Work instructions ::
Where the line with "232px,94px 238px,91px 245px,72px" appears below, start writing out lines exactly, and finish with the line with "325px,248px 336px,239px 386px,179px", which is included; write out nothing else.

Material to process ::
--

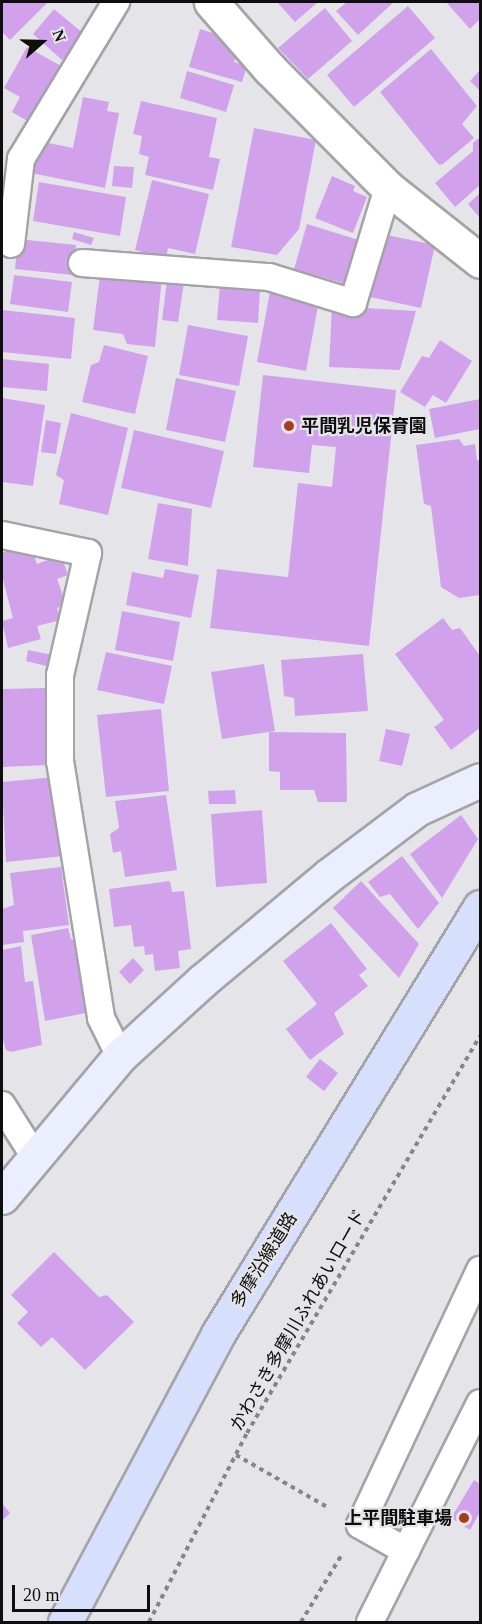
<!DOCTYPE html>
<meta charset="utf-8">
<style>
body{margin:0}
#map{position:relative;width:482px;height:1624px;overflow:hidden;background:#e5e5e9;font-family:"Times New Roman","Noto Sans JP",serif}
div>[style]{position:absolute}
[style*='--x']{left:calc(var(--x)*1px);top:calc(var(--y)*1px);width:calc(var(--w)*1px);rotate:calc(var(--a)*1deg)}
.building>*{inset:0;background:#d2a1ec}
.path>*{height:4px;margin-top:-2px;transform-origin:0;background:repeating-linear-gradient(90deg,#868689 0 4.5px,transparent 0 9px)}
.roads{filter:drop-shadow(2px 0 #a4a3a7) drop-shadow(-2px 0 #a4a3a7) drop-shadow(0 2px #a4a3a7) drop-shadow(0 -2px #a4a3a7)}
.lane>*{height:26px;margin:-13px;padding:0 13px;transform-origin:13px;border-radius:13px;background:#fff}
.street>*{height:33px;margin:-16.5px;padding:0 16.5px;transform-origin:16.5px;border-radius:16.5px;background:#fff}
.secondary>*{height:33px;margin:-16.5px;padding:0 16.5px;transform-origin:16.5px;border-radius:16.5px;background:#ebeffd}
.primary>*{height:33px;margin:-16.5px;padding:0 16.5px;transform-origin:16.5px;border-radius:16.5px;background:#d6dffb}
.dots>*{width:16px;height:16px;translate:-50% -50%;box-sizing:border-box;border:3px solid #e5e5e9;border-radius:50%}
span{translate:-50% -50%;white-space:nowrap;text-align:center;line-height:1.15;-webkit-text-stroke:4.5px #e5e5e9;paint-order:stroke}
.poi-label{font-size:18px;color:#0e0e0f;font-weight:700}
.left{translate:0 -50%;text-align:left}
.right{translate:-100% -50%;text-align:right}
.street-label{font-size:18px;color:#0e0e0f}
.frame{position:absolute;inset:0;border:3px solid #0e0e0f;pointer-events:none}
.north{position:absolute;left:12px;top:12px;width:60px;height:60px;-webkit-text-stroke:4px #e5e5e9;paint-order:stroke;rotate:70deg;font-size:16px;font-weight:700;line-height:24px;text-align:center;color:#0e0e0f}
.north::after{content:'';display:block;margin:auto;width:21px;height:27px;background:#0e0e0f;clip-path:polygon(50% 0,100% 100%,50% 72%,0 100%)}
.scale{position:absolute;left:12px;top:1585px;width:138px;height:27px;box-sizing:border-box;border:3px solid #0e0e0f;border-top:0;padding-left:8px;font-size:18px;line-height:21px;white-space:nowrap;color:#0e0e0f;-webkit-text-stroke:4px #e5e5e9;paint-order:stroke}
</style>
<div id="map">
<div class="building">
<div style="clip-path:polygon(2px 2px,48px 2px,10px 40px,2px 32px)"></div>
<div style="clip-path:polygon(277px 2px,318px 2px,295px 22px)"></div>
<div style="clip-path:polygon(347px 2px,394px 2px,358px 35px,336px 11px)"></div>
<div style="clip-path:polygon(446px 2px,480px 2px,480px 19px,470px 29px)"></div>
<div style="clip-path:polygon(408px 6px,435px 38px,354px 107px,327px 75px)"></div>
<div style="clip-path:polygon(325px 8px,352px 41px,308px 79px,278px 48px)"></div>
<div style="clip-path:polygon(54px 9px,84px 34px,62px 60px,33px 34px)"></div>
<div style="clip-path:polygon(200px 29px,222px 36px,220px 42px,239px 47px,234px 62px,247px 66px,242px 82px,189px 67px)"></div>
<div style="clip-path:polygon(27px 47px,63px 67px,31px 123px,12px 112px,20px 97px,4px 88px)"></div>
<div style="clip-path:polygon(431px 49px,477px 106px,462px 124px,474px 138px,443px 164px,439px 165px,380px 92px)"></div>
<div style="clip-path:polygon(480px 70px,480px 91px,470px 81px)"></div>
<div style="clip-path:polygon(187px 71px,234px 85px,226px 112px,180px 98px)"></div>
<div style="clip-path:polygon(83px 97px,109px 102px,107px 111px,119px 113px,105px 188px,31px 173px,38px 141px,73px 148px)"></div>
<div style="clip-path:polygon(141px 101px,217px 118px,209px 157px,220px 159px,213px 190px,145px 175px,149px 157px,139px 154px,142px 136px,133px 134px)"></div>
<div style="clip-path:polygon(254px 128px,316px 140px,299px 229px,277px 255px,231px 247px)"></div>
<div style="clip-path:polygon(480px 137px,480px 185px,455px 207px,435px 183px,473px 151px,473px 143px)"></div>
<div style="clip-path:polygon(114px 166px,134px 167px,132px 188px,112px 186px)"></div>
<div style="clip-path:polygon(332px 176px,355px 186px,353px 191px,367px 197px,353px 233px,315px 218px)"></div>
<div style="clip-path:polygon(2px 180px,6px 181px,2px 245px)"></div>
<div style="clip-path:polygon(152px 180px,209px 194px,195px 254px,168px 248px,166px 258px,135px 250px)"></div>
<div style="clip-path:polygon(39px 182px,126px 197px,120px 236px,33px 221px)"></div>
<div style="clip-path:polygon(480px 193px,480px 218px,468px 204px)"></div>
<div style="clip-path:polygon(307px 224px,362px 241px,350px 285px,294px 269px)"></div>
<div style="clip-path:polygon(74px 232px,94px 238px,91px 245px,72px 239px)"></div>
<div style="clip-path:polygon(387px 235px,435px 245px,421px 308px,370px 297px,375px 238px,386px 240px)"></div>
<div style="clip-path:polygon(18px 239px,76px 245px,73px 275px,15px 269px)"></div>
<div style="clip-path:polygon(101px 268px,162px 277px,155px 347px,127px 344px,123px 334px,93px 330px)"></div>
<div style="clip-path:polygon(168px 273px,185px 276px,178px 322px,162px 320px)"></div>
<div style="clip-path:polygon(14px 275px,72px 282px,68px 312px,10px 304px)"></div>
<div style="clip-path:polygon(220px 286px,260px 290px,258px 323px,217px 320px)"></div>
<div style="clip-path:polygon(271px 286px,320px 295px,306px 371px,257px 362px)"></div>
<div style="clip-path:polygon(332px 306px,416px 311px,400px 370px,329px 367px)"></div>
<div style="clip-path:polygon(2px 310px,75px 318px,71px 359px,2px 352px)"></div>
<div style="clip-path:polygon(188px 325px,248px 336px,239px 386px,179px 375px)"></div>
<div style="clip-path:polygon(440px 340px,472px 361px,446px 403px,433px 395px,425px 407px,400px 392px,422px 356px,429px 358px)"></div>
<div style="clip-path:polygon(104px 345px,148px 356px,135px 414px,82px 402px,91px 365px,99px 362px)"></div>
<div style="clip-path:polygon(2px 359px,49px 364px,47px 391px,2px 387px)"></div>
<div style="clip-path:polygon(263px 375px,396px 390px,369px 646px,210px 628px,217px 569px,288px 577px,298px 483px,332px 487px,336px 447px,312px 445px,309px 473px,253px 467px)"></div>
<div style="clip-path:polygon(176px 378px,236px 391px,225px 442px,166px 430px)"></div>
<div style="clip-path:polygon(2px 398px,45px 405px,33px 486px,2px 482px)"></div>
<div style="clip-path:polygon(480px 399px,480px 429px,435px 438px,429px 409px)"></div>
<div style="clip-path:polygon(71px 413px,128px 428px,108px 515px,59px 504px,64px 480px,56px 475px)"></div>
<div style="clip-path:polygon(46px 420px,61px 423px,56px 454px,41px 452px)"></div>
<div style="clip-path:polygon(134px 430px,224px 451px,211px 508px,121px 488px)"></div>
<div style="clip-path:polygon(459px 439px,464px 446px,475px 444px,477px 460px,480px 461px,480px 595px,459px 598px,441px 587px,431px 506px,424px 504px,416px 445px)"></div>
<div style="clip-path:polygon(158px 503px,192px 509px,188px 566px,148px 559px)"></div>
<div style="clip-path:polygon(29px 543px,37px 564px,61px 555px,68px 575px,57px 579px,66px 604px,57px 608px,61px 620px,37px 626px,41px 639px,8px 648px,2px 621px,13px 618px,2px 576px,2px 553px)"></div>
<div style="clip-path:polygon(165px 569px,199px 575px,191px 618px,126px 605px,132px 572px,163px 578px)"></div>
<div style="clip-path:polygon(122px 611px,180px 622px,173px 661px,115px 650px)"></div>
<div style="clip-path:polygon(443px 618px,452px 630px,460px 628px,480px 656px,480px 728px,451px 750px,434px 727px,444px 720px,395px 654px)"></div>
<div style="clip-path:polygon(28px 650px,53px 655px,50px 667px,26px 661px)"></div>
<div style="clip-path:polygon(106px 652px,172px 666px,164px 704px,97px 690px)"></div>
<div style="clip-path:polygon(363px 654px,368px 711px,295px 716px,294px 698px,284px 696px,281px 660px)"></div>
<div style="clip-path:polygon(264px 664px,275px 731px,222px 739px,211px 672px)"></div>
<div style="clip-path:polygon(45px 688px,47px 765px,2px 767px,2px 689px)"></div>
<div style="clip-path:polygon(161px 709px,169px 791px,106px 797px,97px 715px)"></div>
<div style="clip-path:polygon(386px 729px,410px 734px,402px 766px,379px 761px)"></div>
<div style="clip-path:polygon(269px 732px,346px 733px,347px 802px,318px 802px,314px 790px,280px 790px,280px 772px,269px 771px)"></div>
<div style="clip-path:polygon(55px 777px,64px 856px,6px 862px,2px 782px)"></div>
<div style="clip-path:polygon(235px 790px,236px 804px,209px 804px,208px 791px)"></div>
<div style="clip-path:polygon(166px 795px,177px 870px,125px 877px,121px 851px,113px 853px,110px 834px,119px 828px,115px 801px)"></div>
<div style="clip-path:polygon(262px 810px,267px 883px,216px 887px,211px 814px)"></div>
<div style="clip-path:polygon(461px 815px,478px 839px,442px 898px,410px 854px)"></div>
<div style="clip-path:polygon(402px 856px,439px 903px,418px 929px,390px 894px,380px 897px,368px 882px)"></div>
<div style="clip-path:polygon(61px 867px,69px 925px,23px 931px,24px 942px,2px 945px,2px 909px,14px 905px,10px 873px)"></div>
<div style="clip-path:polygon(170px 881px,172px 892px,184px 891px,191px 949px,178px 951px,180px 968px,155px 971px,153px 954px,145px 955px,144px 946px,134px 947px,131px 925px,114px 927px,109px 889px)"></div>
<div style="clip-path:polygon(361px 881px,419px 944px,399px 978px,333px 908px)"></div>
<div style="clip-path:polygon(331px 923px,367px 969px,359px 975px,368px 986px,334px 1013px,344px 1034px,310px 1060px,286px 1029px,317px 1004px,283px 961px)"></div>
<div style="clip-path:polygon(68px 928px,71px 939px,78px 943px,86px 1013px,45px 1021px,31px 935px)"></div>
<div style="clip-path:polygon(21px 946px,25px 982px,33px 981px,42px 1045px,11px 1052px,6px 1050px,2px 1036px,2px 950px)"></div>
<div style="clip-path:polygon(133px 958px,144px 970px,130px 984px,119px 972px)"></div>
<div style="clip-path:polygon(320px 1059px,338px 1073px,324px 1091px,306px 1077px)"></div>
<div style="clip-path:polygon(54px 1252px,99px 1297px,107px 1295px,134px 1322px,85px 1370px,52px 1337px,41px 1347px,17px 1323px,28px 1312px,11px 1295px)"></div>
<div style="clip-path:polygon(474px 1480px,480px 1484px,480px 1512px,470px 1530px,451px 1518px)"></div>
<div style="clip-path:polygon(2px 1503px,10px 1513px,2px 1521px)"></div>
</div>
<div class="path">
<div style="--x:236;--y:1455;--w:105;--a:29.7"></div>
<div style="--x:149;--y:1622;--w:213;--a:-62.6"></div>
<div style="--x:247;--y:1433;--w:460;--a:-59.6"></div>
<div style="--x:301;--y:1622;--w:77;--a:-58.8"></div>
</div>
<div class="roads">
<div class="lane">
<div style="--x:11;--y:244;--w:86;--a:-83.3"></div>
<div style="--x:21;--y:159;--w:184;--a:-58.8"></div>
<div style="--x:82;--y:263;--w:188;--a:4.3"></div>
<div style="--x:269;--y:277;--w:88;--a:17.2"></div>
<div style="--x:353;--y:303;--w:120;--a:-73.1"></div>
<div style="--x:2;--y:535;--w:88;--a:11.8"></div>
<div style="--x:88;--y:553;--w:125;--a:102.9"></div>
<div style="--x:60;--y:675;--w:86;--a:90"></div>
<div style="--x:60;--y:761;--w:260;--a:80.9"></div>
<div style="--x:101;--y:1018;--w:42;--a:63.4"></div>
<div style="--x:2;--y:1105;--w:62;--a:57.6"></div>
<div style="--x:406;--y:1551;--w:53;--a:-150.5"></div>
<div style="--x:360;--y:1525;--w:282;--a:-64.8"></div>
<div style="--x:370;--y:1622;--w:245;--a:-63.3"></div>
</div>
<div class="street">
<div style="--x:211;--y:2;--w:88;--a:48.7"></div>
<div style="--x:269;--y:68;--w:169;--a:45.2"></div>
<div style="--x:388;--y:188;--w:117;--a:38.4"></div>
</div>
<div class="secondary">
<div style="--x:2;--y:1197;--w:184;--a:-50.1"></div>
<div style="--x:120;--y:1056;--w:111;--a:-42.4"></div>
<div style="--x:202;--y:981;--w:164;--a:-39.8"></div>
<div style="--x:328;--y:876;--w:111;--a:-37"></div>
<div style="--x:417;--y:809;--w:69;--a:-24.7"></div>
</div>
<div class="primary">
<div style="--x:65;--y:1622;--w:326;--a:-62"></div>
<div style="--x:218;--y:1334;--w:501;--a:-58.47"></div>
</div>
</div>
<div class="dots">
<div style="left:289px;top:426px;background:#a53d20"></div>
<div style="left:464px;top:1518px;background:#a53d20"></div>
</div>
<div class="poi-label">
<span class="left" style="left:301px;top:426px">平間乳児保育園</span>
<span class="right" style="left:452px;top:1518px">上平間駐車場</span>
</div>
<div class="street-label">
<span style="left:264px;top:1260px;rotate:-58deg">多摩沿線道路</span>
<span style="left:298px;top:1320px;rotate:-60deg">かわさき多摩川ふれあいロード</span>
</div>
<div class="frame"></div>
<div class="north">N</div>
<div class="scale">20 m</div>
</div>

--

Answer area ::
<div style="clip-path:polygon(74px 232px,94px 238px,91px 245px,72px 239px)"></div>
<div style="clip-path:polygon(387px 235px,435px 245px,421px 308px,370px 297px,375px 238px,386px 240px)"></div>
<div style="clip-path:polygon(18px 239px,76px 245px,73px 275px,15px 269px)"></div>
<div style="clip-path:polygon(101px 268px,162px 277px,155px 347px,127px 344px,123px 334px,93px 330px)"></div>
<div style="clip-path:polygon(168px 273px,185px 276px,178px 322px,162px 320px)"></div>
<div style="clip-path:polygon(14px 275px,72px 282px,68px 312px,10px 304px)"></div>
<div style="clip-path:polygon(220px 286px,260px 290px,258px 323px,217px 320px)"></div>
<div style="clip-path:polygon(271px 286px,320px 295px,306px 371px,257px 362px)"></div>
<div style="clip-path:polygon(332px 306px,416px 311px,400px 370px,329px 367px)"></div>
<div style="clip-path:polygon(2px 310px,75px 318px,71px 359px,2px 352px)"></div>
<div style="clip-path:polygon(188px 325px,248px 336px,239px 386px,179px 375px)"></div>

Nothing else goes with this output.